The Genie Awards might be coming to Ottawa for the first time this weekend, but to Todd Van Dusen, an awards ceremony held more than 20 years earlier is just as important.
The Library and Archives Canada senior video conservator restored old Genie Awards footage Thursday, using — in some cases —the only machines of their kind in North America to restore images that had deteriorated over time.
“We’ve been given the tremendous responsibility to ensure moments in time can be seen again and again, experienced and learnt from in future generations,” Van Dusen said.
The Library and Archives Canada preservation centre in Gatineau is where the magic happens. Glenn Gould lives there — or at least his works do. So do Oscar Peterson, Randy Bachman and Bryan Adams, as well as the Constitution of Canada and the India Treaties. The centre also houses the private book collection of General James Wolfe, “who travelled with his collection,” said Pierre Gamache, Director General, Care of Collection for Library and Archives Canada.
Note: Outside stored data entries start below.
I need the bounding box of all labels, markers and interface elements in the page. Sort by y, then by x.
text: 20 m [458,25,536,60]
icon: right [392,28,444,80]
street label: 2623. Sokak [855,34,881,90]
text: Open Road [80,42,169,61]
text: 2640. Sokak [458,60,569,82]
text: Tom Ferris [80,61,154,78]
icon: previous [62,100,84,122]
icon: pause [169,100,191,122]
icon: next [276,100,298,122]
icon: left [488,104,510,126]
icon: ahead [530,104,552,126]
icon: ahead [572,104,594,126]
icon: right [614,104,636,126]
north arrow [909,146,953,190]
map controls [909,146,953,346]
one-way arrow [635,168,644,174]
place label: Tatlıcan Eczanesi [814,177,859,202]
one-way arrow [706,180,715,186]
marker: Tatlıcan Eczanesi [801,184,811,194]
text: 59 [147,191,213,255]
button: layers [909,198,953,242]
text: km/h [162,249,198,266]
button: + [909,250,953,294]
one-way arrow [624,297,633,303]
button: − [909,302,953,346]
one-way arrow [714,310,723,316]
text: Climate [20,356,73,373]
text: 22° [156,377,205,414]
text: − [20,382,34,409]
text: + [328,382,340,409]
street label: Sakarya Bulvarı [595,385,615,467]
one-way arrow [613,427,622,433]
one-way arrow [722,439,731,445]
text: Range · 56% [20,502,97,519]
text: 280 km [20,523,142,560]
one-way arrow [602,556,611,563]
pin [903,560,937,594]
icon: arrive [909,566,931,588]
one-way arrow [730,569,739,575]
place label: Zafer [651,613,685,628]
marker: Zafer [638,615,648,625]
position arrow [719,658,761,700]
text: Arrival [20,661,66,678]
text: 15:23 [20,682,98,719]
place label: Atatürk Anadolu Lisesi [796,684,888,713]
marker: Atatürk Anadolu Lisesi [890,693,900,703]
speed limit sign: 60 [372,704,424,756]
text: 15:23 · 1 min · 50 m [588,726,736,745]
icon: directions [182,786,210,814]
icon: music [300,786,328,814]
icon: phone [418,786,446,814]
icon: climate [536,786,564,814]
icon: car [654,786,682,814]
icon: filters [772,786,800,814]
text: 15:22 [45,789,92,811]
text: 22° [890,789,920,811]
But in addition to the famous names, the collection — a treasure of inestimable value spanning the entire history of Canada — includes more than 71,000 hours of film, 2.5 million architectural drawings, plans and maps, 270,000 hours of video and sound recordings, the largest collection of Canadian sheet music in the world and 343,000 works of art.
And this weekend — on the occasion of the Genie awards in town — members of the public and film industry will get a unique opportunity to tour the facility.
• The facility, which opened in 1997, is unique in North America in its scope of activity, said Gamache. It houses the collection, climate-controlled vaults, which slow the chemical deterioration of the films, as well as preservation laboratories.